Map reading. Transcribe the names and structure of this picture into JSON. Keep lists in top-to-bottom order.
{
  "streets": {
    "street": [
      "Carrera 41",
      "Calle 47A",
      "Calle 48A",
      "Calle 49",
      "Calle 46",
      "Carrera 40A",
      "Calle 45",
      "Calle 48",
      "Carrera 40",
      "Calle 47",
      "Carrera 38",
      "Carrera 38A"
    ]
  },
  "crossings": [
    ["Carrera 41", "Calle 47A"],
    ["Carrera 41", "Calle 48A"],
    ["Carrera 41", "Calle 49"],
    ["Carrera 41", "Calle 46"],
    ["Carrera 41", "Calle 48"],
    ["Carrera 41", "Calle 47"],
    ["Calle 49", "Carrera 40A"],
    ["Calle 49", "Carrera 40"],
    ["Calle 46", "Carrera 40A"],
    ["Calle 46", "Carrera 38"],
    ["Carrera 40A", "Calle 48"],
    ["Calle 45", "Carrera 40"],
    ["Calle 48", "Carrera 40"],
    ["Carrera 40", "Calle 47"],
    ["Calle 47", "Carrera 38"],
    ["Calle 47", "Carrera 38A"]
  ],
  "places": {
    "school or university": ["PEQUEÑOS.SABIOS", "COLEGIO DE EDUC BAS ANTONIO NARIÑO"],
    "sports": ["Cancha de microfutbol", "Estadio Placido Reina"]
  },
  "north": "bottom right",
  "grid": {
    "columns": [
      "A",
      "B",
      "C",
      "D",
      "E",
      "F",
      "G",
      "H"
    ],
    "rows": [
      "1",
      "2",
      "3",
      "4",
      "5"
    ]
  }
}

- **To do**
In the listing, find every line containing the word "bottom" and list it.

- **Answer section**
Map reading. Transcribe the names and structure of this picture into JSON. Keep lists in top-to-bottom order.
  "north": "bottom right",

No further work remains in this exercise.